The problem:
When a line in the entries contains the word "place", copy that line in full.

BEGIN Source data

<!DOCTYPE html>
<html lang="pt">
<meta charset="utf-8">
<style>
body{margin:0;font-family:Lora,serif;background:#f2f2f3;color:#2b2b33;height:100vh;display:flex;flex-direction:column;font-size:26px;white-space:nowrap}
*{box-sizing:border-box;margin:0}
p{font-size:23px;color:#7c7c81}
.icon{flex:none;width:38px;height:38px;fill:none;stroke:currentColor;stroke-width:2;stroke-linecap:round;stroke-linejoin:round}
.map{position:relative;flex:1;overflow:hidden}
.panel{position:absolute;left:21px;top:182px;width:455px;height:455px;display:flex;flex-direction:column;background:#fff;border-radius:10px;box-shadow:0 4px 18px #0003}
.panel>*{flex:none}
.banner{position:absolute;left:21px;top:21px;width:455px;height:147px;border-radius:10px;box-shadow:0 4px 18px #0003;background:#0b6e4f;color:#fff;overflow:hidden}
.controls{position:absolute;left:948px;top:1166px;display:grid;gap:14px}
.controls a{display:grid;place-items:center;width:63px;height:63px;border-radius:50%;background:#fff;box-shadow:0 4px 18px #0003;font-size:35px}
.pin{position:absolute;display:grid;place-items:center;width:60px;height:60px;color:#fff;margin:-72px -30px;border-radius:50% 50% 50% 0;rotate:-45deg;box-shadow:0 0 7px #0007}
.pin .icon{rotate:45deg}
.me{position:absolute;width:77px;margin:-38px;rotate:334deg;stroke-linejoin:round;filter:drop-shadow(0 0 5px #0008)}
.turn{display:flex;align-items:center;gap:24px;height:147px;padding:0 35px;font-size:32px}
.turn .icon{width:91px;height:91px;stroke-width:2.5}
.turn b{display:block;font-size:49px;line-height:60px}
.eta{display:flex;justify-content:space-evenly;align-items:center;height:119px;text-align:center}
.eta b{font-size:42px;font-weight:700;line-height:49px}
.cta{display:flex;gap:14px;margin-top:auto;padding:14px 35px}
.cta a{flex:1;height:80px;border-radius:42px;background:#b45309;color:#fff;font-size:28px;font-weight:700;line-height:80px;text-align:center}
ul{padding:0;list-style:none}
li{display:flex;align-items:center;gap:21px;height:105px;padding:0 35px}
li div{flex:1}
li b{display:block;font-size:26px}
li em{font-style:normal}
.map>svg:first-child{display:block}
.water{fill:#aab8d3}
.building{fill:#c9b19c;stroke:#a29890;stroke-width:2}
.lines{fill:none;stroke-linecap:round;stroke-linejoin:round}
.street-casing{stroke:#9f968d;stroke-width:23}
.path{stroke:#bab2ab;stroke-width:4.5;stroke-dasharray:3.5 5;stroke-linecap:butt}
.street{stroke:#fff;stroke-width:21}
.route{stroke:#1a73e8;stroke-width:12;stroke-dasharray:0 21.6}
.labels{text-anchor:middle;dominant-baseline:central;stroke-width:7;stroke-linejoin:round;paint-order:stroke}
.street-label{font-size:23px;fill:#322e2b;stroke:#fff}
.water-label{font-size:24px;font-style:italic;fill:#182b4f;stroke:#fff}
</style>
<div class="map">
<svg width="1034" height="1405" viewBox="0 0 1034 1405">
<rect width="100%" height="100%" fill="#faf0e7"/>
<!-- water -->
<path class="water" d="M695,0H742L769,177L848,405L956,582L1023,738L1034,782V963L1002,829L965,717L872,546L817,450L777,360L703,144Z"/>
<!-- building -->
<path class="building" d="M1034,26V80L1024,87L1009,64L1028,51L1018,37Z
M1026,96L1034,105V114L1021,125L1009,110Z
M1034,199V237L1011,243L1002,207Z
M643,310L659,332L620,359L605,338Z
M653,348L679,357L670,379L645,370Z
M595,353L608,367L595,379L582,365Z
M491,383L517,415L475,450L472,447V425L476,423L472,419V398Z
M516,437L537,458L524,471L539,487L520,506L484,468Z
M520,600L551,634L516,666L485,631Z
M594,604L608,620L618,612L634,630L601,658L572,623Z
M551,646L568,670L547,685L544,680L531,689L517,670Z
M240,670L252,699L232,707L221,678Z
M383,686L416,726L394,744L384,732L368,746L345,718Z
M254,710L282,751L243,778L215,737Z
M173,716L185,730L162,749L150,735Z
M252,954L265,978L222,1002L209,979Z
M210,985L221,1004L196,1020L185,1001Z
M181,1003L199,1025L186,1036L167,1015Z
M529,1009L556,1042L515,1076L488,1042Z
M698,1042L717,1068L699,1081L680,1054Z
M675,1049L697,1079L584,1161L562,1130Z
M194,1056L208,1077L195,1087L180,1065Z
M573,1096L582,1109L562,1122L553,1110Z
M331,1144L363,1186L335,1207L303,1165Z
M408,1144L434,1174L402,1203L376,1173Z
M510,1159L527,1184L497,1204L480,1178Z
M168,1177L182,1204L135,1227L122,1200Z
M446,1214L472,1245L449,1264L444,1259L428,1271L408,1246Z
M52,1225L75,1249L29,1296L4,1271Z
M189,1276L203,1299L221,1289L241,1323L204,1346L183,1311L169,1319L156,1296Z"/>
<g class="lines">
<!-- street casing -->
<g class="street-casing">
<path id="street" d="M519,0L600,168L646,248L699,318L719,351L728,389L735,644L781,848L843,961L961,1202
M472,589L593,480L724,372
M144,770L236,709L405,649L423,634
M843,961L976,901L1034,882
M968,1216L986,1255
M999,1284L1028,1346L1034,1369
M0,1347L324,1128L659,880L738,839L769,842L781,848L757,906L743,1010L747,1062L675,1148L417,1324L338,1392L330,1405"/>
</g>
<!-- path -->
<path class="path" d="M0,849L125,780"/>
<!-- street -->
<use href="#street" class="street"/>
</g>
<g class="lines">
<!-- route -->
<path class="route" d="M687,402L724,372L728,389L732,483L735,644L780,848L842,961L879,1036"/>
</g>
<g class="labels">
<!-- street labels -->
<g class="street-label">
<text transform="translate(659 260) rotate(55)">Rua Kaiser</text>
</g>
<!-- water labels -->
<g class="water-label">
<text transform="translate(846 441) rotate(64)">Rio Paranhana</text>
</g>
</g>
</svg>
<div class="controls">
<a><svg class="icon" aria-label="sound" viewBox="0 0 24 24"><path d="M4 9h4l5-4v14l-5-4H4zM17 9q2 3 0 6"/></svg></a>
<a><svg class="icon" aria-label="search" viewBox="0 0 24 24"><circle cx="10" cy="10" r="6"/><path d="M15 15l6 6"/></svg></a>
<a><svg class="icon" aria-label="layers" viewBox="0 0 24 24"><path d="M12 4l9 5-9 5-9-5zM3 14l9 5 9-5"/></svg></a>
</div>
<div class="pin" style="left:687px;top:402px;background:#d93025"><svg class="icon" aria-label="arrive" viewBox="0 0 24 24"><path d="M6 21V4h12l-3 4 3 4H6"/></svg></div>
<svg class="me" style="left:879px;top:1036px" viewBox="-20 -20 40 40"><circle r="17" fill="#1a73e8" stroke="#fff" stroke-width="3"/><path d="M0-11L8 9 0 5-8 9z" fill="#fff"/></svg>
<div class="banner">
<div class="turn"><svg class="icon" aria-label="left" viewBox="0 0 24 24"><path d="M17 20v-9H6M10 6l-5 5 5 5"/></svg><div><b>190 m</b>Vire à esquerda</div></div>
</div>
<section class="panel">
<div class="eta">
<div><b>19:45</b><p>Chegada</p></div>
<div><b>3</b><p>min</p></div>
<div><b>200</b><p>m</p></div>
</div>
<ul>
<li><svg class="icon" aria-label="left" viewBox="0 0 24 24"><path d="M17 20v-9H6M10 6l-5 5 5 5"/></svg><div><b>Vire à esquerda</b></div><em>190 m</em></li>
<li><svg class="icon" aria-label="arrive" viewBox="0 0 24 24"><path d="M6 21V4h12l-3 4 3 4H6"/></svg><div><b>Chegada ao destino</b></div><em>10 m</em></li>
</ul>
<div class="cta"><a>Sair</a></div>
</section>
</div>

END Source data

Exercise response:
.controls a{display:grid;place-items:center;width:63px;height:63px;border-radius:50%;background:#fff;box-shadow:0 4px 18px #0003;font-size:35px}
.pin{position:absolute;display:grid;place-items:center;width:60px;height:60px;color:#fff;margin:-72px -30px;border-radius:50% 50% 50% 0;rotate:-45deg;box-shadow:0 0 7px #0007}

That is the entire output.